Sono Dario e voglio raccontarvi la mia storia.
A 11 anni e mezzo con alcuni amici tornavamo dalla Montagnetta di San Siro, a Milano. All´improvviso sopraggiunse una macchina a gran velocità che mi investì facendomi volare per venti metri. Rimasi quaranta giorni in coma, riportando la parte sinistra del corpo irrimediabilmente offesa. Dallo spavento perdetti la parola che non ho ancora riacquistato.
Nel corso degli anni ho cercato di fare ginnastica, ma non avendo più amici, non potendo più uscire e nemmeno distrarmi nelle normali attività che tutti i giovani svolgono. In certi momenti mi veniva in mente il suicidio, ma credendo in Dio, quando mi venivano quei pensieri,pregavo a modo mio dicendo: “Non voglio togliermi la vita ”.
Arrivato a 21 anni, per il troppo studio caddi in una crisi profonda. All´inizio dell´estate,non appena mio padre tirò fuori dalla cantina la bicicletta a tre ruote, andai subito dal prete a confessarmi, portando con me un foglietto scritto. Dopo averlo letto, il prete mi disse “Io ti assolvo …” senza, però, nessuna spiegazione. Non mi sentivo ancora a posto: molti pensieri negativi mi affollavano la mente, perciò tutti i giorni mi recavo in una chiesetta vicina per chiedere a Gesù di aiutarmi e di perdonarmi.

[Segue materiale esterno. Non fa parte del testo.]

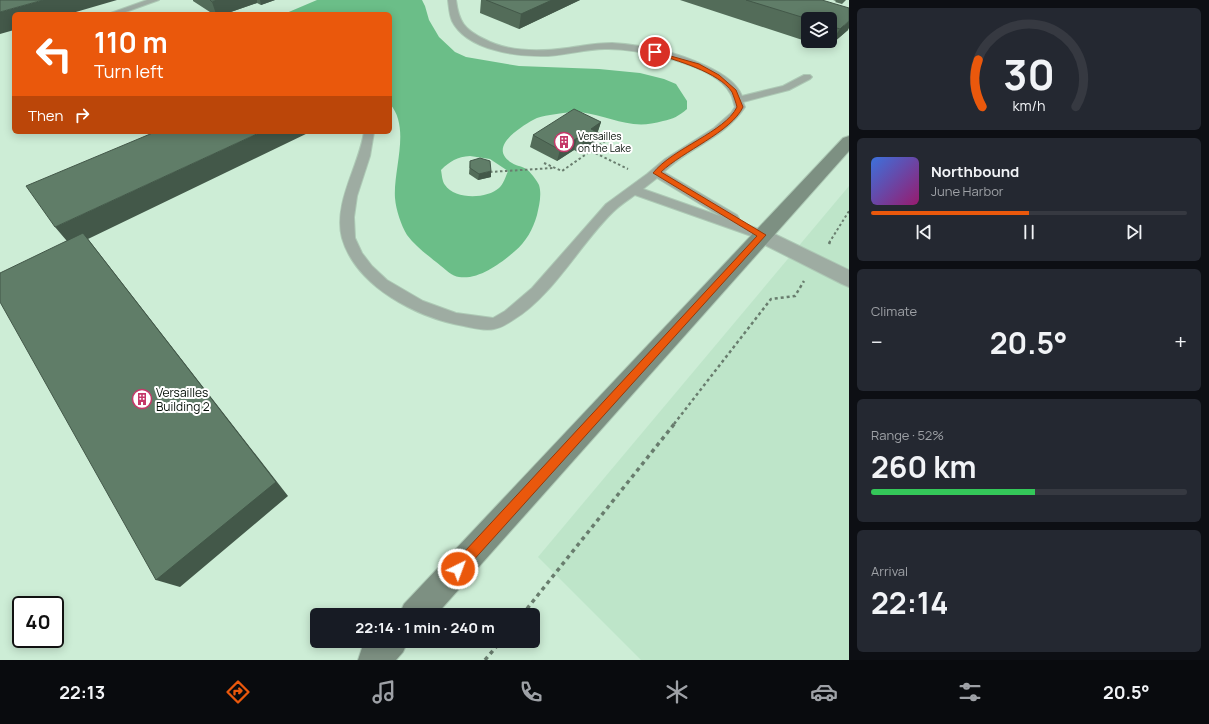 <!DOCTYPE html>
<html lang="en">
<head>
<meta charset="utf-8">
<style>
	:root { --surface:#171b24; --page:#242831; --text:#f1f3f6; --muted:#9ea1a6; --line:#363941; --accent:#ea580c }
	body { margin:0; font-family:Manrope,sans-serif; background:var(--page); color:var(--text); height:100vh; display:flex; flex-direction:column; font-size:15px; white-space:nowrap }
	* { box-sizing:border-box; margin:0 }
	p { font-size:13px; color:var(--muted) }
	.icon { flex:none; width:22px; height:22px; fill:none; stroke:currentColor; stroke-width:2; stroke-linecap:round; stroke-linejoin:round }
	.map { position:relative; flex:1; overflow:hidden }
	.details { display:flex; flex-direction:column; gap:8px; padding:8px; background:#0d0f14; width:360px }
	.details>* { flex:none }
	.banner { position:absolute; left:12px; top:12px; width:380px; height:122px; border-radius:6px; box-shadow:0 2px 10px #0003; background:#ea580c; color:#fff; overflow:hidden }
	.fabs { position:absolute; left:801px; top:12px; display:grid; gap:8px }
	.fabs a { display:grid; place-items:center; width:36px; height:36px; border-radius:6px; background:var(--surface); box-shadow:0 2px 10px #0003; font-size:20px }
	.speed { position:absolute; left:12px; top:596px; display:flex; gap:8px; font-size:20px; font-weight:700; text-align:center }
	.speed>* { display:grid; place-content:center; width:52px; height:52px; border-radius:50%; background:var(--surface); box-shadow:0 2px 10px #0003; line-height:1 }
	.speed .limit { border:2px solid #111; border-radius:6px; background:#fff; color:#111 }
	.pin { position:absolute; display:grid; place-items:center; width:34px; height:34px; color:#fff; margin:-17px; border:2px solid #fff; border-radius:50%; box-shadow:0 1px 4px #0007 }
	.me { position:absolute; width:44px; margin:-22px; rotate:42deg; stroke-linejoin:round; filter:drop-shadow(0 0 3px #0008) }
	.turn { display:flex; align-items:center; gap:14px; height:84px; padding:0 16px; font-size:18px }
	.turn .icon { width:52px; height:52px; stroke-width:2.5 }
	.turn b { display:block; font-size:28px; line-height:34px }
	.then { display:flex; align-items:center; height:38px; padding:0 16px; background:#0003; gap:8px; font-size:15px }
	.big { font-size:30px; font-weight:700; line-height:1.1 }
	.details .tile { flex:1; display:flex; flex-direction:column; justify-content:center; gap:6px; min-width:0; padding:0 14px; border-radius:6px; background:var(--page) }
	.details .dial { align-items:center; gap:0 }
	.dial svg { height:104px; overflow:visible; fill:none; stroke:var(--line); stroke-width:7; stroke-linecap:round; text-anchor:middle }
	.dial text { fill:var(--text); stroke:none }
	.song { display:flex; align-items:center; gap:12px }
	.cover { width:48px; height:48px; border-radius:6px; background:linear-gradient(135deg,hsl(220 70% 55%),hsl(320 70% 35%)) }
	.played { height:4px; border-radius:2px; background:linear-gradient(90deg,var(--accent) 50%,var(--line) 50%) }
	.keys { display:flex; justify-content:space-around; direction:ltr }
	.heat { display:flex; justify-content:space-between; align-items:center; font-size:22px; direction:ltr }
	.charge { height:6px; border-radius:3px; background:linear-gradient(90deg,#34c759 52%,var(--line) 0) }
	.trip { position:absolute; left:310px; top:608px; width:230px; height:40px; border-radius:6px; background:var(--surface); box-shadow:0 2px 10px #0003; font-weight:700; line-height:40px; text-align:center }
	.tab-bar { display:flex; height:64px; justify-content:space-around; align-items:center; background:#090b0e; color:var(--muted) }
	.tab-bar .icon { width:28px; height:28px }
	.tab-bar .on { color:var(--accent) }
	.tab-bar b { font-size:18px; color:var(--text) }
	main { display:flex; flex:1; min-height:0 }
	.map>svg:first-child { display:block }
	.built { fill:#bee5c9 }
	.water { fill:#6bbe88; fill-rule:evenodd }
	.lines { fill:none; stroke-linecap:round; stroke-linejoin:round }
	.lane-casing { stroke:#adc9b5; stroke-width:2 }
	.street-casing { stroke:#adc9b5; stroke-width:2 }
	.secondary-casing { stroke:#adc9b5; stroke-width:2 }
	.path-far2 { stroke:#697d6e; stroke-width:2; stroke-dasharray:2.5 2.5; stroke-linecap:butt }
	.path-far1 { stroke:#697d6e; stroke-width:2.5; stroke-dasharray:3 3; stroke-linecap:butt }
	.path { stroke:#697d6e; stroke-width:3.5; stroke-dasharray:4 4; stroke-linecap:butt }
	.lane { fill:#9eaca2; fill-rule:evenodd }
	.street { fill:#9eaca2; fill-rule:evenodd }
	.secondary { fill:#7d9082; fill-rule:evenodd }
	.wall { fill:#536c59; fill-rule:evenodd }
	.shaded-wall { fill:#435849 }
	.building { fill:#607d68; stroke:#435849 }
	.route { fill:#ea580c; stroke:#983908 }
	.labels { text-anchor:middle; dominant-baseline:central; stroke-width:4; stroke-linejoin:round; paint-order:stroke }
	.far-poi-label { font-size:10px; fill:#050f07; stroke:#fff; text-anchor:start }
	.poi-label { font-size:12px; fill:#050f07; stroke:#fff; text-anchor:start }
</style>
</head>
<body>
<main>
<div class="map">
<svg width="849" height="660" viewBox="0 0 849 660">
	<rect width="100%" height="100%" fill="#cdedd6"/>
	<path class="built" d="M849,186v474h-208l-103,-103z"/>
	<path class="water" d="M317,0h105l3,6 4,14 10,17 16,15 11,5 53,9 80,3 41,4 24,6 12,5 11,17v8c-8,7 -14,10 -24,12 -33,10 -52,-5 -83,-9 -9,-1 -20,2 -30,3 -6,1 -12,2 -17,5 -14,8 -46,28 -21,43 4,3 10,3 14,6 4,2 11,12 13,16 3,10 0,21 -2,30 -4,14 -11,27 -22,36 -14,12 -36,29 -56,26 -7,-1 -13,-7 -18,-11 -11,-9 -25,-19 -34,-31 -6,-10 -11,-25 -12,-37 -2,-29 16,-70 -5,-94v-90h-106zM470,156l20,3 18,12c-2,5 -5,14 -9,17 -12,11 -44,12 -54,-3 -3,-4 -3,-10 -4,-15 9,-9 16,-13 29,-14z"/>
	<g class="lines">
		<g class="lane-casing">
			<path id="lane" d="M147,0h12l-39,14h-12z
				M448,0h8c3,22 8,29 28,39 24,13 55,13 83,9 15,-2 29,-5 45,-5 31,2 65,9 94,23 13,6 30,15 36,30l41,-10 21,-11h6l2,2 -2,2 -21,11 -46,12 2,5c-20,31 -56,40 -81,65l73,43 2,3 -3,3 31,11 1,3 -1,3 -5,2 -5,-2 -122,-43c-7,5 -15,10 -22,17 -33,32 -60,84 -100,108 -6,4 -12,8 -19,9 -9,2 -21,-1 -30,-3 -46,-8 -108,-39 -122,-88 -9,-35 17,-72 22,-106h10l-4,24 -13,40 -3,21 1,21 7,15 10,13 15,14 36,21 33,12 37,5 12,-7 27,-23 74,-84 41,-30 18,-15 49,-31 17,-15 4,-6c-2,-5 -2,-10 -5,-14 -15,-29 -95,-45 -125,-44 -19,0 -38,6 -57,7 -29,1 -81,-5 -96,-35 -3,-7 -3,-14 -4,-21zM657,178l63,38 -77,-27z"/>
		</g>
		<g class="street-casing">
			<path id="street" d="M762,228l87,42v17l-7,-3 -87,-44 -2,-5 2,-5z"/>
		</g>
		<g class="secondary-casing">
			<path id="secondary" d="M849,136v15l-413,464h-37l5,-11 439,-466z
				M370,641h38l-5,11 -7,8h-38l4,-12z"/>
		</g>
		<path class="path-far2" d="M591,151l37,18
			M544,163l18,8 46,-32 -12,-8
			M490,172l63,-4
			M829,243l20,-32"/>
		<path class="path-far1" d="M829,244l1,-2
			M674,424l97,-125 24,-3 9,-15"/>
		<path class="path" d="M522,615l153,-192
			M485,660l16,-19"/>
		<use href="#lane" class="lane"/>
		<use href="#street" class="street"/>
		<use href="#secondary" class="secondary"/>
	</g>
	<path class="wall" d="M193,0h82l-14,5 -4,-2 -32,11h-12l-20,-13z
		M481,0h99l-61,29 -39,-16z
		M680,0h142l26,30 -21,18zM808,19h22v22h-22z
		M833,0h13l-4,4 -7,-2 1,-1z
		M601,122l-7,21 -14,10 -6,-3 -17,11 -27,-14 3,-12z
		M470,161l21,16 -13,3 -9,-6z"/>
	<path class="shaded-wall" d="M43,0h74l-48,14h-55v16l-14,4v-22z
		M217,0h40v3l-32,11h-9l-4,-12z
		M260,0h15l-14,5z
		M552,0h28l-61,29 2,-15z
		M849,21v7l-1,2 -21,18 13,-19z
		M601,122l-7,21 -14,10 3,-12 8,-12z
		M261,132h49l-222,107 200,257 -108,91 -24,-7 -84,-333 -17,-20z
		M577,138l-3,12 -17,11 3,-11z
		M491,171v6l-13,3 1,-6z"/>
	<path class="building" d="M0,0h43l-43,12z
		M210,0h7l-5,2z
		M486,0h66l-31,14z
		M746,0h76l27,8v13l-9,8 -10,-3v-7h-22z
		M574,109l27,13 -10,7 6,3 -14,9 -6,-3 -17,12 -27,-15z
		M155,132h106l-206,95 -29,-41z
		M480,158l10,3 1,10 -12,3 -9,-6v-7z
		M83,233l193,249 -120,98 -156,-278v-29z"/>
	<path class="route" d="M653,51l46,13 20,11 17,15 7,17c-12,25 -60,44 -82,65l105,63 -304,338 -4,2 -5,-2 -1,-4 1,-5 304,-328 -104,-63c20,-25 72,-41 84,-66 -1,-4 -3,-10 -5,-15 -13,-20 -57,-32 -79,-39z"/>
	<defs>
		<g id="building-ring" transform="scale(1)"><circle r="9.5" fill="#fff" stroke="#c53869" stroke-width="1.5"/><path d="M-4-6H4V6H1V3H-1V6H-4ZM-2.5-4.3h1.7v1.8h-1.7ZM.8-4.3h1.7v1.8H.8ZM-2.5-1h1.7V.8h-1.7ZM.8-1h1.7V.8H.8Z" fill="#c53869"/></g>
	</defs>
	<g fill-rule="evenodd">
		<use href="#building-ring" x="564" y="142"/>
		<use href="#building-ring" x="142" y="399"/>
	</g>
	<g class="labels">
		<g class="far-poi-label">
			<text x="578" y="136">Versailles<tspan x="578" dy="12">on the Lake</tspan></text>
		</g>
		<g class="poi-label">
			<text x="156" y="392">Versailles<tspan x="156" dy="14">Building 2</tspan></text>
		</g>
	</g>
</svg>
<div class="fabs">
<a><svg class="icon" aria-label="layers" viewBox="0 0 24 24"><path d="M12 4l9 5-9 5-9-5zM3 14l9 5 9-5"/></svg></a>
</div>
<div class="speed"><div class="limit">40</div></div>
<div class="pin" style="left:655px;top:52px;background:#d93025"><svg class="icon" aria-label="arrive" viewBox="0 0 24 24"><path d="M6 21V4h12l-3 4 3 4H6"/></svg></div>
<svg class="me" style="left:458px;top:569px" viewBox="-20 -20 40 40"><circle r="17" fill="#ea580c" stroke="#fff" stroke-width="3"/><path d="M0-11L8 9 0 5-8 9z" fill="#fff"/></svg>
<div class="trip">22:14 · 1 min · 240 m</div>
<div class="banner">
<div class="turn"><svg class="icon" aria-label="left" viewBox="0 0 24 24"><path d="M17 20v-9H6M10 6l-5 5 5 5"/></svg><div><b>110 m</b>Turn left</div></div>
<div class="then">Then<svg class="icon" aria-label="right" viewBox="0 0 24 24"><path d="M7 20v-9h11M14 6l5 5-5 5"/></svg></div>
</div>
</div>
<section class="details">
<div class="tile dial"><svg viewBox="0 0 100 80">
<path d="M14 69A42 42 0 1 1 86 69"/>
<path d="M14 69A42 42 0 0 1 11 33" stroke="#ea580c"/>
<text x="50" y="56" font-size="32" font-weight="700">30</text>
<text x="50" y="72" font-size="11">km/h</text>
</svg></div>
<div class="tile">
<div class="song"><i class="cover"></i><div><b>Northbound</b><p>June Harbor</p></div></div>
<div class="played"></div>
<div class="keys"><svg class="icon" aria-label="previous" viewBox="0 0 24 24"><path d="M18 5L8 12l10 7zM5 5v14"/></svg><svg class="icon" aria-label="pause" viewBox="0 0 24 24"><path d="M8 5v14M16 5v14"/></svg><svg class="icon" aria-label="next" viewBox="0 0 24 24"><path d="M6 5l10 7-10 7zM19 5v14"/></svg></div>
</div>
<div class="tile"><p>Climate</p>
<div class="heat"><a>−</a><b class="big">20.5°</b><a>+</a></div>
</div>
<div class="tile"><p>Range · 52%</p><b class="big">260 km</b><div class="charge"></div></div>
<div class="tile"><p>Arrival</p><b class="big">22:14</b></div>
</section>
</main>
<nav class="tab-bar">
<b>22:13</b>
<svg class="icon on" aria-label="directions" viewBox="0 0 24 24"><path d="M12 3l9 9-9 9-9-9zM9 14v-3h6M13 9l2 2-2 2"/></svg>
<svg class="icon" aria-label="music" viewBox="0 0 24 24"><path d="M9 18V5l10-2v13"/><circle cx="6" cy="18" r="3"/><circle cx="16" cy="16" r="3"/></svg>
<svg class="icon" aria-label="phone" viewBox="0 0 24 24"><path d="M5 4h4l2 5-3 2q2 4 5 5l2-3 5 2v4C11 20 4 13 5 4z"/></svg>
<svg class="icon" aria-label="climate" viewBox="0 0 24 24"><path d="M12 3v18M4 7l16 10M4 17L20 7"/></svg>
<svg class="icon" aria-label="car" viewBox="0 0 24 24"><path d="M5 17H2v-5l4-1 3-4h7l3 4 3 1v5h-3M9 17h6M6 11h13"/><circle cx="7" cy="17" r="2"/><circle cx="17" cy="17" r="2"/></svg>
<svg class="icon" aria-label="filters" viewBox="0 0 24 24"><path d="M4 7h16M4 17h16"/><circle cx="9" cy="7" r="2"/><circle cx="15" cy="17" r="2"/></svg>
<b>20.5°</b>
</nav>
</body>
</html>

Nel mese dinovembre del 1982, tornando a casa dalle compere, mia madre portò un opuscolo intitolato: “Dio vuole che tu sappia quattro cose”. Me lo porse dicendo:“l´uomo che me l´ha deato mi ha pregato di dirti che certamente ti sarà di aiuto”.Infatti, così è stato. In fondo all´opuscolo c´era scritto: "se volete iniziare un corso biblico per conoscere veramente Dio, per mezzo della Sua parola, cosa che corrispondeva proprio al mio desiderio.
Terminato il corso, cominciai a frequentare una chiesa cristiana evangelica e trovai Gesù che mi diede sempre più profonda pace nel cuore.
Dopo un anno ho voluto frequentare anche una scuola biblica, per conoscere meglio Dio. In quel periodo ebbi un grave stato di logorio fisico e nervoso, cercavo di non guardare in faccia nessuno,continuando, però, ad andare in chiesa. Dopo due anni il Signore mi fece comprendere che “anche un´amara prova, fortifica e rinnova!”. Dio mi ristabilì e mi fortificò con il Suo Spirito.
Adesso anchese sono disabile, continuo ad avere gioia nel cuore perché vedo che Dio mi dona ogni cosa secondo il Suo piano, e nella prova Dio mi ha fatto capire che non devo pensare soltanto a me stesso ma anche agli altri, per incoraggiare,confortare e far conoscere Gesù a chi non lo conosce, vivendo come Lui ha vissuto.
Tramite mio padre sono entrato in contatto con una comunità (A.I.A.S.), dove faccio ginnastica, lavoro, ci sono volontari che aiutano me ed io aiuto quanti stanno peggio di me, sorridendo e scrivendo qualche parola di conforto. Nella mia vita ho fatto tante esperienze con Dio, il quale mi è stato sempre vicino e mi ha aiutato e lo ringrazio per questo.
Voglio dire alle persone che si sentono sole, prive di contatti, per diverse ragioni, senza scopo e senza speranza, nella solitudine più deprimente, causata dalla disoccupazione, malattia fisica o mentale: “Cercate il Signore e vivrete!”(Amos 5:6), non vi sentirete più soli perché c´è l´amico federe vicino che vi consola.
Nella Bibbia c´è scritto: “Benedetto l´uomo che confida nell´Eterno! Cerco di fare sempre mio questo passo: “Perciò non mi scoraggio, ma anche se il mio corpo si disfa di giorno in giorno, il mio uomo interno si rinnova di giorno in giorno.Perché la mia momentanea, leggera afflizione, produce un sempre più grande,smisurato peso eterno di gloria, mentre ho lo sguardo intento non alle cose chesi vedono, ma a quelle che non si vedono, poiché le cose che si vedono sono solo per un tempo, ma quelle che non si vedono sono Eterne!